THE MAC OS AND RHAPSODY. They have gone to shipment on the Mac OS release they had called Harmony. They will be shipping a release called Tempo in July and they will be having two shipments in 1998. They see licensing revenues continuing to grow sequentially. Their first fiscal quarter licensing revenues were up strongly from the fourth quarter. But, as a percent of Apple's total revenues, their licensing revenues are inconsequential at this point. Relative to Rhapsody, their plan shows a developer release mid-year and a customer release they are calling Premiere at the end of the year. The Premiere release will work on PowerPC, it will support the OpenStep programming interface and therefore support the NeXT customer set. They will also have an early release of their compatibility feature. They will follow that release in the middle of 1998 with a release they are calling the Unified release and that release will have both the compatibility feature and the OpenStep programming interfaces on the PowerPC platform. Between the releases of the operating system, both the Mac OS and Rhapsody and then the independent shipments of the other products, Apple said to expect to see extensions to their multimedia support with the Quicktime media layer. We will also see them focusing on Internet support.
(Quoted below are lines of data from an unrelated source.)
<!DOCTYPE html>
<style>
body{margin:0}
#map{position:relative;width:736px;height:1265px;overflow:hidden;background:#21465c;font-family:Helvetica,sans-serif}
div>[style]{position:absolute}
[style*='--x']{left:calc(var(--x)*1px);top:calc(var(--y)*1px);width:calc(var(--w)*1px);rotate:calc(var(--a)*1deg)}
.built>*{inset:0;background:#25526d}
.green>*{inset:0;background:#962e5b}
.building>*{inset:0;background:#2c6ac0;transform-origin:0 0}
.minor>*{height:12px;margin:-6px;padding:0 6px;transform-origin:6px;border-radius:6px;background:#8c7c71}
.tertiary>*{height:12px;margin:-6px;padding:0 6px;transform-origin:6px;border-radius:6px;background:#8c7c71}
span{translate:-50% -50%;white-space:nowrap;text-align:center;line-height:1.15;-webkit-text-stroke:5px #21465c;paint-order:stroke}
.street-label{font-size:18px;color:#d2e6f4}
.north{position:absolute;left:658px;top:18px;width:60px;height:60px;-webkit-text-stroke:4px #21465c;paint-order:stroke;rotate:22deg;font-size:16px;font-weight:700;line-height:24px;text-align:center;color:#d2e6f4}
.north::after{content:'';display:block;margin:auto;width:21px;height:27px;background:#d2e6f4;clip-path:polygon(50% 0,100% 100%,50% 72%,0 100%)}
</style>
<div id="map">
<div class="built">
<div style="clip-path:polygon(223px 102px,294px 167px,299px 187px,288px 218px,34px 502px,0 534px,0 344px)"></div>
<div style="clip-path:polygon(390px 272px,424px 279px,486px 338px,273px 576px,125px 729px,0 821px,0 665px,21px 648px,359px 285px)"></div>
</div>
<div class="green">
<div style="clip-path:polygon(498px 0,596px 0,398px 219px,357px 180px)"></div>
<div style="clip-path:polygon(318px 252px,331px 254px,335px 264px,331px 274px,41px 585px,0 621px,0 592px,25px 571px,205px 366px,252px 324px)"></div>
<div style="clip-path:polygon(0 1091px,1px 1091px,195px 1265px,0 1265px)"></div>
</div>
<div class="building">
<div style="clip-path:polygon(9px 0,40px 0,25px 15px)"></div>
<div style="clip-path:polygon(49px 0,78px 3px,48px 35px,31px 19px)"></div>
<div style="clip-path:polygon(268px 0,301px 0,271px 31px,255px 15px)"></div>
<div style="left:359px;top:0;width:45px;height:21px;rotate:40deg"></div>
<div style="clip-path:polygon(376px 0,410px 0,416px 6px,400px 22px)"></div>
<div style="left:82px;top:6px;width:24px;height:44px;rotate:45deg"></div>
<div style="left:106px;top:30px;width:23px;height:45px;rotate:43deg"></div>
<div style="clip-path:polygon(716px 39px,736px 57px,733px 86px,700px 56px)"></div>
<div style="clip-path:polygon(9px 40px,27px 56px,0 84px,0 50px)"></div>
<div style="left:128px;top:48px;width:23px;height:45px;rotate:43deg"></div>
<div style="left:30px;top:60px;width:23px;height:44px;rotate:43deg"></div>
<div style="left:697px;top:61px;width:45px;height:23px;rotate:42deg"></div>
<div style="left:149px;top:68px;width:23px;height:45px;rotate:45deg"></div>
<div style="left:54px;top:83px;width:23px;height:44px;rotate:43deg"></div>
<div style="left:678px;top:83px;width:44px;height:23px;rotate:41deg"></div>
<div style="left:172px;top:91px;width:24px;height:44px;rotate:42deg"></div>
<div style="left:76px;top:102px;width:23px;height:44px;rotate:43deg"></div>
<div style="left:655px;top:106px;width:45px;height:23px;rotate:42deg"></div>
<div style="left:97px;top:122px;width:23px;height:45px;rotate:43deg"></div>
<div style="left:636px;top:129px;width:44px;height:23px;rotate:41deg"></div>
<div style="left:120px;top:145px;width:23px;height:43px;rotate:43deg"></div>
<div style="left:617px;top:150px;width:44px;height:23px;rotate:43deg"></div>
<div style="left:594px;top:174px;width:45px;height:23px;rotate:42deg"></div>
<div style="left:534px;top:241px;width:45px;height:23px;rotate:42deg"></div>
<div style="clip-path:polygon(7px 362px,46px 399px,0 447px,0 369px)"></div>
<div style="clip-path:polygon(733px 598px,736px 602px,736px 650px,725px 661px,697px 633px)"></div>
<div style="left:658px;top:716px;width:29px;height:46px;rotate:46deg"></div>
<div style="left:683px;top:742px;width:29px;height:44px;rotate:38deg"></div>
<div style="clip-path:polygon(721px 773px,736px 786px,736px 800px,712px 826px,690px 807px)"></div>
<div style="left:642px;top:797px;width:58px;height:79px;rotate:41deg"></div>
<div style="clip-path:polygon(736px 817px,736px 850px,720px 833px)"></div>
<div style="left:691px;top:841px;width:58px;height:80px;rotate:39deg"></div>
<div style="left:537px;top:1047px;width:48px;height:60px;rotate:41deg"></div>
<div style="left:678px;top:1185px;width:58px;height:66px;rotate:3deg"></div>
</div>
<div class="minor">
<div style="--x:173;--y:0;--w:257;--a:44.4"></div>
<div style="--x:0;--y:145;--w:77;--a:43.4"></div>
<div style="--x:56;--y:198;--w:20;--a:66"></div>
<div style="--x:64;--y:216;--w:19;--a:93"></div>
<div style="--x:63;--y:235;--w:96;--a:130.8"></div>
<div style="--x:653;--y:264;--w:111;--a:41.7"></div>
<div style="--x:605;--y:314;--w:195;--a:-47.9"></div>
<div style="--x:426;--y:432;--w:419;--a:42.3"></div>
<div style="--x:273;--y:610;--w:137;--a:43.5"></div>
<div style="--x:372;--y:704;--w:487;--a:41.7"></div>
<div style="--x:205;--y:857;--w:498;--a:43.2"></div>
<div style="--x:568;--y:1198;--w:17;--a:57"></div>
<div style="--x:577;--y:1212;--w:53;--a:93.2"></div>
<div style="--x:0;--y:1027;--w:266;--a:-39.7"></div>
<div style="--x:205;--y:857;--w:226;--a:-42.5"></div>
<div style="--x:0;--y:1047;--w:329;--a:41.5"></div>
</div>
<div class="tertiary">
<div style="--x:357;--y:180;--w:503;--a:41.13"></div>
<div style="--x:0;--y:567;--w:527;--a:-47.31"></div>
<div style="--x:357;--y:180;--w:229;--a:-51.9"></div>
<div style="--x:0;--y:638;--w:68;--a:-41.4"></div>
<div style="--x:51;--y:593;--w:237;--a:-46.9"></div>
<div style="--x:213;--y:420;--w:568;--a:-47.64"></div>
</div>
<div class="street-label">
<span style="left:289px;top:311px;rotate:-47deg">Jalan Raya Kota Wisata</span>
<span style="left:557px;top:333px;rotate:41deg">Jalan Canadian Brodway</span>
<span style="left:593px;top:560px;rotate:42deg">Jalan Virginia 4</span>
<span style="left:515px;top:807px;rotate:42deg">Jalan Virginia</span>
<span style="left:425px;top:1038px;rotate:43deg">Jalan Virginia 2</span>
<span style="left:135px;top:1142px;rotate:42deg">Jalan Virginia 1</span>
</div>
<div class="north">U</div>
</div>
We will see some support relative to Knowledge Management with a unique architecture from Apple called MCS or Hot Sauce. We will see extensions to the hardware line as it relates to servers and mobile devices. So, through 1997 we will see new technologies, new support, focused on the ease-of-use of the Macintosh platform and areas that are emerging such as the Internet (including intranets), multimedia, and they will be taking advantage of the NeXT object technology as well as their Web Object offerings.

OUTLOOK FOR THE REST OF 1997. Based on Q1 results, Apple hopes to return to profitability now by the fourth fiscal quarter of 1997 rather than the previously expected second fiscal quarter. They also expect sales volumes in the second quarter to be down from the first quarter as a result of seasonality of demand and they are targetting revenue for the fiscal 1997 year now in the range of $8 billion to $8.5 billion. They feel good about their abilities to sustain gross margins at about the 20% level and are taking measures to reset their annualized operating expense target to $1.6 billion.